• _Problem description_
Write out, exactly and only, the lines that run from the top of the records to the line with "2px #3c3b38) drop-shadow(0". Include both ends; exclude pictures.

• _Stored data entries_
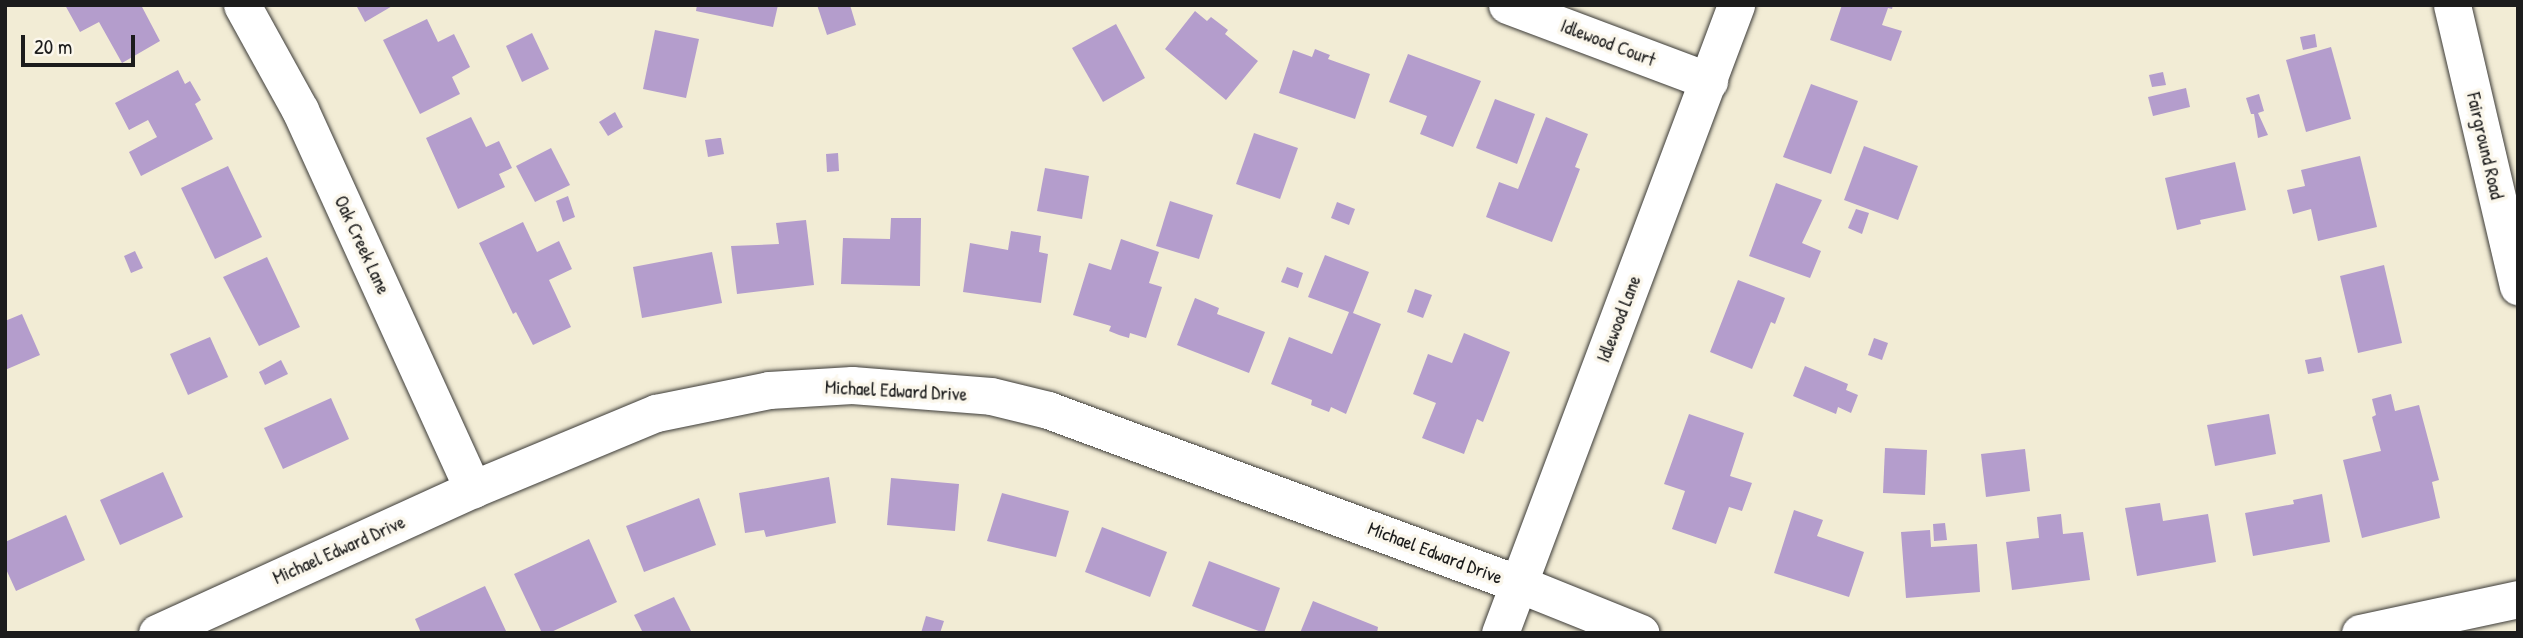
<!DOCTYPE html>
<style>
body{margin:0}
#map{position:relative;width:2523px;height:638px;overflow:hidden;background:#f2ecd5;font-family:"Patrick Hand",sans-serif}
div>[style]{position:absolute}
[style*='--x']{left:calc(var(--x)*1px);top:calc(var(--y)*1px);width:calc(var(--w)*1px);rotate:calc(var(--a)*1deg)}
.building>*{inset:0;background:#b49dcc}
.roads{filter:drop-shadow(0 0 2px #3c3b38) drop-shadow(0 0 2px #3c3b38)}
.minor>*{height:37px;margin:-18.5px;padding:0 18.5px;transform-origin:18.5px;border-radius:18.5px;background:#fff}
span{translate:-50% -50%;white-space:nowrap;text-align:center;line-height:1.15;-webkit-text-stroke:7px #fbf7ec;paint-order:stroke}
.street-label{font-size:19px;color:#1c1c1c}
.frame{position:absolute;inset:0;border:7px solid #1c1c1c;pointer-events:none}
.scale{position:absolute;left:21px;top:35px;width:114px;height:32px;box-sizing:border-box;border:4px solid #1c1c1c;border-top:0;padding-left:9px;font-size:21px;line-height:24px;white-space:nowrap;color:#1c1c1c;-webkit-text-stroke:5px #fbf7ec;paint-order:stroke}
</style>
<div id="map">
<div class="building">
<i style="clip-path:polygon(65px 5px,141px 5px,160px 41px,122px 63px,99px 22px,80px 32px)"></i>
<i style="clip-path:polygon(356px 5px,394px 5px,365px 22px)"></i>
<i style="clip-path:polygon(697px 5px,778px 5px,773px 27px,696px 11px)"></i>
<i style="clip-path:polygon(817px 5px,850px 5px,856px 25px,827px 35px)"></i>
<i style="clip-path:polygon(1842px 5px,1893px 5px,1892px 9px,1888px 8px,1882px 25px,1902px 31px,1891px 61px,1830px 40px)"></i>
<i style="clip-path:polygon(1195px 11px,1207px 21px,1211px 17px,1228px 30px,1225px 34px,1258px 61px,1226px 100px,1165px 49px)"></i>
<i style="clip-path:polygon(427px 19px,438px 42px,454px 34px,470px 67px,452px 77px,460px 94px,420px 114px,383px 40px)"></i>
<i style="clip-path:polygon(1116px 24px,1145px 78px,1103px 102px,1072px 48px)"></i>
<i style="clip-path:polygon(655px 30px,699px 39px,686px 98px,643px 89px)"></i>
<i style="clip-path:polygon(532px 33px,549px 69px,522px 82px,506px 46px)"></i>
<i style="clip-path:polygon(2315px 34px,2317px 47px,2303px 50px,2300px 37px)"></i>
<i style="clip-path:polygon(2331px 47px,2351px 119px,2306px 132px,2286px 60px)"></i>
<i style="clip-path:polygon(1315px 49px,1330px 55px,1328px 59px,1370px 74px,1355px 119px,1279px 93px,1293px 50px,1312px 57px)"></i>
<i style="clip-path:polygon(1408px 54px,1481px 81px,1453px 147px,1420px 134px,1427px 116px,1389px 102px)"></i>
<i style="clip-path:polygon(178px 70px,185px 84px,190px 81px,197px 93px,201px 100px,195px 104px,213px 139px,141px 176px,129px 152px,157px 137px,148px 120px,129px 130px,115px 103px)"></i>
<i style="clip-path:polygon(2163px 72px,2166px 85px,2152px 87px,2149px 75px)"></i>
<i style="clip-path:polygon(1811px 84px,1858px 101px,1831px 174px,1783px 157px)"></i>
<i style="clip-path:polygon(2186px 88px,2190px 107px,2153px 116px,2148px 97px)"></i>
<i style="clip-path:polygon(2259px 94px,2264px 111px,2258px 113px,2268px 135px,2258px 138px,2254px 114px,2251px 114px,2246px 98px)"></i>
<i style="clip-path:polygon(1495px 99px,1535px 114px,1517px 164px,1476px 148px)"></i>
<i style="clip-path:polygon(615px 112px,623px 127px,608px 136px,599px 122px)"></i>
<i style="clip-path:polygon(471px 117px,486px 147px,499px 141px,512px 168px,499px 174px,505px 187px,458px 209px,426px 138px)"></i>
<i style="clip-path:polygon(1546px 117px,1588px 134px,1575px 167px,1580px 169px,1552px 242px,1486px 217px,1499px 182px,1518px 189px)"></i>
<i style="clip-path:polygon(1254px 133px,1298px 148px,1280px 199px,1236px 184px)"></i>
<i style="clip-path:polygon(719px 138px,721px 138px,724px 154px,708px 157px,705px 140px)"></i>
<i style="clip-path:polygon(1864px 146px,1918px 166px,1898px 220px,1844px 200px)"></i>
<i style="clip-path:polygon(551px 148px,570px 185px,535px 202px,516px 166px)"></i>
<i style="clip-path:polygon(838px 153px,839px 171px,827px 172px,826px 154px)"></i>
<i style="clip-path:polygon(2360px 156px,2377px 227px,2318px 241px,2311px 209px,2293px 214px,2287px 190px,2305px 186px,2301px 170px)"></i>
<i style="clip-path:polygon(2235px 162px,2246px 210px,2200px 220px,2201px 224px,2177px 230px,2165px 178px)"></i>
<i style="clip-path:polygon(228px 166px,262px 237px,215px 259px,181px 188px)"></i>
<i style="clip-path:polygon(1045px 168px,1089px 176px,1082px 219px,1037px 211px)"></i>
<i style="clip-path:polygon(1776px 183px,1822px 200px,1802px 243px,1821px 251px,1810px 278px,1749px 256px)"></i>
<i style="clip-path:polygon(568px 196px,575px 217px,563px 222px,556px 201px)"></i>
<i style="clip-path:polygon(1170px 201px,1213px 215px,1199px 259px,1156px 246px)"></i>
<i style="clip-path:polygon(1337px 202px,1355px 209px,1349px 225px,1331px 218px)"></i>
<i style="clip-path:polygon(1856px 209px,1869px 213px,1862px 234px,1848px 228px)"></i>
<i style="clip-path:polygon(891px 218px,921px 218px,920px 286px,841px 284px,843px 238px,890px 239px)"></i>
<i style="clip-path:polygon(806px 220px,814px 285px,737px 294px,731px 246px,779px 244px,776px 223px)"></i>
<i style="clip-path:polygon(523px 222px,537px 252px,559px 241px,572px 269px,549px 280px,571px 327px,533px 345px,516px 312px,513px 314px,479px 243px)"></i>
<i style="clip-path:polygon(1011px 231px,1041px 236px,1039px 252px,1048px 254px,1041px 303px,963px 292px,970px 243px,1008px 250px)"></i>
<i style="clip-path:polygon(1121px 239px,1159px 252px,1149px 283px,1162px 287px,1146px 338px,1130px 333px,1129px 338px,1119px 335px,1109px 331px,1111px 326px,1073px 315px,1089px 263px,1111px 270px)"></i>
<i style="clip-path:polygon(135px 251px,143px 268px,131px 273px,124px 256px)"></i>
<i style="clip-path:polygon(712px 252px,722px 303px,642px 318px,633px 267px)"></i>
<i style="clip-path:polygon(1325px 255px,1369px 272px,1353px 313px,1381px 324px,1346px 414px,1331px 407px,1329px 412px,1311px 405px,1312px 400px,1271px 384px,1289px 337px,1332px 354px,1349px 312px,1308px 297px)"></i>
<i style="clip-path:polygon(267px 257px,300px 327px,259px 346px,223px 277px)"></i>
<i style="clip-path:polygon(2384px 265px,2402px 343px,2358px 353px,2340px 276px)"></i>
<i style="clip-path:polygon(1287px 267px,1303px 273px,1298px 288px,1281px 282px)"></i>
<i style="clip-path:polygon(1738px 280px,1785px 298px,1775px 324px,1771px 322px,1752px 369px,1710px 352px)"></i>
<i style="clip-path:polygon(1415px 289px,1432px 295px,1423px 318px,1407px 312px)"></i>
<i style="clip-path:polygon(1195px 298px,1219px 308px,1217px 314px,1265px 332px,1249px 373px,1177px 345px)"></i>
<i style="clip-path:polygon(22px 314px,40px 355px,5px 370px,5px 321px)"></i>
<i style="clip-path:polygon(1464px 333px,1510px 352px,1483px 422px,1477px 419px,1464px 454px,1422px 438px,1436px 403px,1413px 394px,1428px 354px,1452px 363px)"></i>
<i style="clip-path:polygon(210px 337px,228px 377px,188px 395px,170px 354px)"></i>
<i style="clip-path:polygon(1874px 338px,1888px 343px,1882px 360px,1868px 355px)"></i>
<i style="clip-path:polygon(2321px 357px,2324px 371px,2308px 374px,2305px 360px)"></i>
<i style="clip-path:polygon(281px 360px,288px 374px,265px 385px,259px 372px)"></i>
<i style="clip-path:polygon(1805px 366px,1848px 384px,1846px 390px,1858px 395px,1851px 413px,1838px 407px,1836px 414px,1793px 396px)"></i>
<i style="clip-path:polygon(2391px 394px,2395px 411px,2419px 405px,2439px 480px,2432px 482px,2440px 518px,2362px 538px,2343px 460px,2381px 451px,2372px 417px,2376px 415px,2372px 399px)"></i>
<i style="clip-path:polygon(331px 398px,349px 439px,283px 469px,264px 428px)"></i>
<i style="clip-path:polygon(1689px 414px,1744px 433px,1730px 476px,1752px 483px,1742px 511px,1729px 507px,1716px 544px,1672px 529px,1685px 491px,1664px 484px)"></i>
<i style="clip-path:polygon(2269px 414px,2276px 454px,2215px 466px,2207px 425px)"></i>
<i style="clip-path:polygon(1885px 448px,1927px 450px,1925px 495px,1883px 493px)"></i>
<i style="clip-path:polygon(2025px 449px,2030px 491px,1986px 497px,1981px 454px)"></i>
<i style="clip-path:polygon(163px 472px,183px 517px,120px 545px,100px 500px)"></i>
<i style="clip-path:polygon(829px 477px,836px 523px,766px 537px,764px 530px,745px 533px,739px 493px)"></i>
<i style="clip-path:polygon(891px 478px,959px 484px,955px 531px,887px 525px)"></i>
<i style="clip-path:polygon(1002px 493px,1069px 511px,1056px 557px,987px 541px)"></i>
<i style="clip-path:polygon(2322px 494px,2330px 542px,2253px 556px,2245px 513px,2294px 504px,2293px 500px)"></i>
<i style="clip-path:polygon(699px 498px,716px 545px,644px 572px,626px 526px)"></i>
<i style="clip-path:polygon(2160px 503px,2163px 521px,2208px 514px,2216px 562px,2137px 576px,2125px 508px)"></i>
<i style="clip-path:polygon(1794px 510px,1823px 520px,1817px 536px,1864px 552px,1849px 597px,1774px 573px)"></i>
<i style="clip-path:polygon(2061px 514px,2063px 534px,2083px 532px,2090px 580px,2012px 590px,2006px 542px,2039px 538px,2037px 517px)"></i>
<i style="clip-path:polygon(66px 515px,85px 560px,16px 591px,5px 567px,5px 542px)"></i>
<i style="clip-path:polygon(1945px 523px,1947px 540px,1934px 541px,1933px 524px)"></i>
<i style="clip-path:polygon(1102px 527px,1167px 552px,1150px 597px,1085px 572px)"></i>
<i style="clip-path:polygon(1930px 530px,1931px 547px,1977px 544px,1980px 592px,1906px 598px,1901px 532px)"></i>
<i style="clip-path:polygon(589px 539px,617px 602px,549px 633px,542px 633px,514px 574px)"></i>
<i style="clip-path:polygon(1209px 561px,1280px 588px,1264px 633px,1192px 606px)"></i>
<i style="clip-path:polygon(485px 586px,506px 631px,421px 633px,415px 619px)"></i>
<i style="clip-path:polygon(674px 597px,692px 633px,643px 633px,634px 615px)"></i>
<i style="clip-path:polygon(1313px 601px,1378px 627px,1377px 633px,1300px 633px)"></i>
<i style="clip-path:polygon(926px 616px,944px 621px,940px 633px,921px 633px)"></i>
</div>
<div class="roads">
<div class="minor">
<i style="--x:242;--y:5;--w:120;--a:61.1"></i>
<i style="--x:300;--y:110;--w:417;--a:65.5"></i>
<i style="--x:1507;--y:5;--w:216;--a:20.6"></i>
<i style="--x:2452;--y:5;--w:289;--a:76.8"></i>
<i style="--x:157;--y:633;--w:347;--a:-24.5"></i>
<i style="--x:473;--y:489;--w:198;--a:-22.6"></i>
<i style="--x:656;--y:413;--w:115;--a:-11.5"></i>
<i style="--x:769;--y:390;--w:83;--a:-3.4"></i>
<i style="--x:852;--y:385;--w:139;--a:4.5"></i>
<i style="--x:991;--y:396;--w:59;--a:13.8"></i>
<i style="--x:1048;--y:410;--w:502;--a:20.28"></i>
<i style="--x:1519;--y:584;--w:131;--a:21.9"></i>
<i style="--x:1500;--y:633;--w:671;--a:-69.4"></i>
<i style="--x:2360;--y:633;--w:162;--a:-12.1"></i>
</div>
</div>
<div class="street-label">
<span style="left:1608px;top:43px;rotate:21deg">Idlewood Court</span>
<span style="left:2485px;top:146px;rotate:77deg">Fairground Road</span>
<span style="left:362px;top:245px;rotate:65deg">Oak Creek Lane</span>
<span style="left:1619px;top:319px;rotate:-69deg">Idlewood Lane</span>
<span style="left:896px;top:391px;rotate:3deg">Michael Edward Drive</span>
<span style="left:339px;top:550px;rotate:-24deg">Michael Edward Drive</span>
<span style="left:1435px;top:553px;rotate:21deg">Michael Edward Drive</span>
</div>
<div class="frame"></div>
<div class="scale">20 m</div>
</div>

• _Answer for the task_
<!DOCTYPE html>
<style>
body{margin:0}
#map{position:relative;width:2523px;height:638px;overflow:hidden;background:#f2ecd5;font-family:"Patrick Hand",sans-serif}
div>[style]{position:absolute}
[style*='--x']{left:calc(var(--x)*1px);top:calc(var(--y)*1px);width:calc(var(--w)*1px);rotate:calc(var(--a)*1deg)}
.building>*{inset:0;background:#b49dcc}
.roads{filter:drop-shadow(0 0 2px #3c3b38) drop-shadow(0 0 2px #3c3b38)}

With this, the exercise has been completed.